ILIAS vs Scribe
Side-by-side trajectory, velocity, and editorial themes.
ILIAS keeps three LMS branches patched in lockstep, security first
ILIAS is a self-hosted open-source learning management system maintaining three major branches in parallel — 9, 10, and the current 11 line. Its changelog is almost entirely coordinated maintenance releases, most carrying security fixes and pointing admins at a dedicated security blog. The project treats prompt patching across all supported versions as the core deliverable.
The cadence is steady and security-driven: point releases land on all three branches within the same day whenever fixes accumulate, as with 11.2/10.9/9.21 on July 7. There is no feature signal in this window — the arc is stable long-term support for institutions that cannot upgrade major versions on short notice.

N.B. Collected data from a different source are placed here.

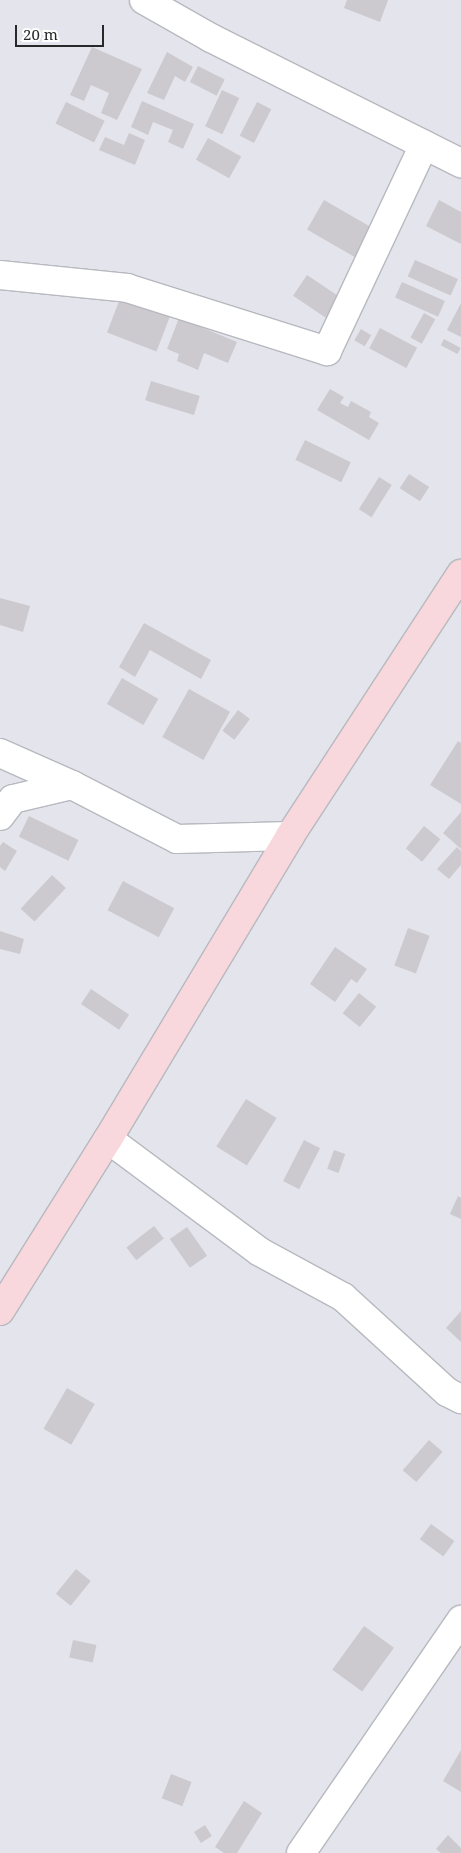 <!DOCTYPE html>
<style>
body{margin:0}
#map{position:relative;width:461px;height:1853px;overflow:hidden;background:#e4e5ec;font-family:"Noto Serif",serif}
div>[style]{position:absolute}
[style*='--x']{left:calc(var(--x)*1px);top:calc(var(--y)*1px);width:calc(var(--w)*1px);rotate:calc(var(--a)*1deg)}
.building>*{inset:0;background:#ccc9cf;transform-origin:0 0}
.roads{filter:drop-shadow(1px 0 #b7b9bf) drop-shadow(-1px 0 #b7b9bf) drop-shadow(0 1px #b7b9bf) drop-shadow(0 -1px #b7b9bf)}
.street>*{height:28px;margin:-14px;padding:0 14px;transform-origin:14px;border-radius:14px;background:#fff}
.secondary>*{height:28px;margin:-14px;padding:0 14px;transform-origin:14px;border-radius:14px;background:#f8d8dc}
span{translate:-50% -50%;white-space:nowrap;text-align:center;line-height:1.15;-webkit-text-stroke:5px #fff;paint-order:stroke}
.scale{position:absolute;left:15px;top:25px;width:89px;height:22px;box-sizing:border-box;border:2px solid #27282a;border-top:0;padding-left:6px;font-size:15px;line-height:18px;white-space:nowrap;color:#27282a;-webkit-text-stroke:4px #fff;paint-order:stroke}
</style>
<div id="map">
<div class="building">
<div style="clip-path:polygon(347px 0,388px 0,380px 22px,344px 8px)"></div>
<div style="clip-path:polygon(92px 47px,142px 69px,117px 120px,101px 113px,109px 93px,91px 85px,84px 101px,70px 95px)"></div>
<div style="clip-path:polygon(167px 52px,193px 67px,185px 82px,175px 76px,164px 100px,147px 93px)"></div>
<div style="left:198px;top:66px;width:30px;height:18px;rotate:27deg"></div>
<div style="left:222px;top:90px;width:19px;height:40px;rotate:25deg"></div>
<div style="clip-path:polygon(142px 101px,194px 124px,183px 149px,168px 142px,173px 130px,153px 122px,148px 135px,131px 127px)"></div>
<div style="left:66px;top:102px;width:43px;height:24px;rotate:26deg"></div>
<div style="left:257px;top:102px;width:16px;height:38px;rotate:27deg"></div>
<div style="clip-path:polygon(129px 133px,145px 140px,135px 165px,99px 150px,105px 137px,124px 145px)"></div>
<div style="left:208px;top:138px;width:38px;height:25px;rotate:29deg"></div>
<div style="left:324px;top:200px;width:56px;height:34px;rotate:30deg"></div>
<div style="clip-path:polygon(439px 200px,461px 212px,461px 244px,426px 226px)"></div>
<div style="left:415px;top:260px;width:47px;height:18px;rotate:24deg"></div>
<div style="left:307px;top:275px;width:40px;height:25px;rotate:34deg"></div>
<div style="left:402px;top:282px;width:47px;height:17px;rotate:24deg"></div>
<div style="left:121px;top:296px;width:53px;height:39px;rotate:21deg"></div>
<div style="clip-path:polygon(461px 303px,461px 337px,447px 330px)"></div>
<div style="left:424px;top:313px;width:13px;height:28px;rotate:29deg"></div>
<div style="clip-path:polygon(179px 318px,237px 342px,228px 363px,204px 353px,198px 370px,177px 361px,179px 354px,167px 349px)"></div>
<div style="left:380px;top:328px;width:42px;height:23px;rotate:28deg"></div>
<div style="left:361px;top:329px;width:12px;height:13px;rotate:31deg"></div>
<div style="left:444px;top:339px;width:19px;height:7px;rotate:28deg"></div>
<div style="left:151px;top:381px;width:51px;height:20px;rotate:17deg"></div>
<div style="clip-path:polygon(330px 389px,344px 397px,340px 403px,348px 407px,351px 401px,371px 412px,369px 417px,379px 423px,369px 440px,317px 410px)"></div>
<div style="left:305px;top:440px;width:51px;height:22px;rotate:26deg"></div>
<div style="left:409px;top:474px;width:24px;height:17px;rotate:33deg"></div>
<div style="left:379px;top:477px;width:15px;height:38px;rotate:32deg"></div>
<div style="clip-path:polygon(0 598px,30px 606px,23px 632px,0 625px)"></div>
<div style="clip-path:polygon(144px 623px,211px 660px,201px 679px,150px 650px,135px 677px,119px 667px)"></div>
<div style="left:122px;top:678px;width:42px;height:30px;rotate:30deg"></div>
<div style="left:189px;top:689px;width:47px;height:55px;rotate:29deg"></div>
<div style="left:238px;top:710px;width:15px;height:26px;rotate:37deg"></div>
<div style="clip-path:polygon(458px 741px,461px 743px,461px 804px,430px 785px)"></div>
<div style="clip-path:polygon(461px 812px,461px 849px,443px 833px)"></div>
<div style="left:29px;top:816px;width:55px;height:23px;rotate:26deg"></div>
<div style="left:424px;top:826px;width:21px;height:29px;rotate:39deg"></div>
<div style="clip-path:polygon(3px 842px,17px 851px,5px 871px,0 867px,0 846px)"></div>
<div style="clip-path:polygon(457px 847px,461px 851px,461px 865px,449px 879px,437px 869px)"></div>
<div style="left:52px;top:875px;width:19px;height:46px;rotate:43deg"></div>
<div style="left:123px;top:881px;width:58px;height:33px;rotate:28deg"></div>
<div style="left:408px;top:928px;width:23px;height:40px;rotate:20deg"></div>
<div style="clip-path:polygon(0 931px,24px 939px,20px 954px,0 949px)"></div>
<div style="clip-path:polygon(335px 947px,367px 969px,357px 983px,351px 979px,335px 1002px,310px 984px)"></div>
<div style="left:91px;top:989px;width:46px;height:18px;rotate:34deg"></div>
<div style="left:359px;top:993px;width:22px;height:26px;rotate:39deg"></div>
<div style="left:246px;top:1099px;width:36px;height:56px;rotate:32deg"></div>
<div style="left:304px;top:1140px;width:18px;height:46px;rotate:27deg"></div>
<div style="left:334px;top:1150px;width:12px;height:20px;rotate:20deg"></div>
<div style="clip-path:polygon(458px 1196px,461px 1198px,461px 1219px,450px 1214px)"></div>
<div style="left:154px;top:1226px;width:16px;height:35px;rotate:52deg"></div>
<div style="left:187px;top:1227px;width:35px;height:21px;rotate:55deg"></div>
<div style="clip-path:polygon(461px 1311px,461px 1342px,446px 1328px)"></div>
<div style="left:67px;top:1388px;width:32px;height:47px;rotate:30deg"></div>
<div style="left:429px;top:1440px;width:18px;height:40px;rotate:41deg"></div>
<div style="left:431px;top:1524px;width:29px;height:19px;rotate:36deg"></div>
<div style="left:76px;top:1569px;width:19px;height:32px;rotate:39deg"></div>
<div style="left:364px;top:1626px;width:37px;height:54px;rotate:36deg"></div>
<div style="left:73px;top:1640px;width:24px;height:18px;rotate:12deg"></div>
<div style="clip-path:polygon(461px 1750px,461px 1792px,443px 1781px)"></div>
<div style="left:171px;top:1774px;width:22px;height:26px;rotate:21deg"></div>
<div style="clip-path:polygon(244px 1801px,262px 1813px,237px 1853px,224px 1853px,215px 1847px)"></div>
<div style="left:205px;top:1825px;width:13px;height:13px;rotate:58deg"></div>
<div style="clip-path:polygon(448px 1835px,461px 1848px,461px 1853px,441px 1853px,436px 1849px)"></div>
</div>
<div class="roads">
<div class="street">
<div style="--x:144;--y:0;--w:77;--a:29.6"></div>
<div style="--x:211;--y:38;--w:280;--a:26.6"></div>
<div style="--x:0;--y:275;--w:128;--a:5.8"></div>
<div style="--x:127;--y:288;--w:210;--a:17.5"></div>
<div style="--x:327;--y:351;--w:228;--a:-64.8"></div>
<div style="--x:0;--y:753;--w:79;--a:24"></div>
<div style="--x:72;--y:785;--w:118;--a:27.2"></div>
<div style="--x:177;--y:839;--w:113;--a:-1.5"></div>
<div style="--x:0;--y:816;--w:21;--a:-53"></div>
<div style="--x:13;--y:799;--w:61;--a:-13.3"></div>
<div style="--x:108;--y:1139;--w:189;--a:36.6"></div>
<div style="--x:260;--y:1252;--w:94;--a:28.5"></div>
<div style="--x:343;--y:1297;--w:141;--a:42.4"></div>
<div style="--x:447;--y:1392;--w:16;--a:27"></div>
<div style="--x:301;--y:1853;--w:283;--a:-55.5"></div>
</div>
<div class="secondary">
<div style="--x:0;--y:1311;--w:203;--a:-57.9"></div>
<div style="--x:108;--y:1139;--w:353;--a:-59"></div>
<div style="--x:290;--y:836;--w:313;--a:-56.9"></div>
</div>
</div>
<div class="scale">20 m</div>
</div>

Expect the next batch to again be simultaneous point releases across 9.x, 10.x, and 11.x, triggered by the next security disclosure rather than by a feature milestone.
Scribe expands what it can ingest and where it can be queried — video in, AI tools out
Scribe is broadening on two fronts: the inputs it can turn into documentation (now arbitrary video, not just live capture) and the surfaces that can reach its content (an MCP server for AI tools). Around those sit enterprise org features — departments, multi-team sharing, more languages, AI editing.
The product is moving from a screen-capture documentation tool toward an AI-mediated knowledge layer: any recording becomes a guide, guides are cleaned up by AI, and the whole corpus is queryable by assistants like Claude and Cursor via MCP. The org-structure and sharing work is the enterprise scaffolding that makes that corpus worth querying.
Expect deeper investment in the AI ingestion and MCP paths — more source formats feeding Scribes and richer programmatic access — with departments and sharing continuing to harden the enterprise story.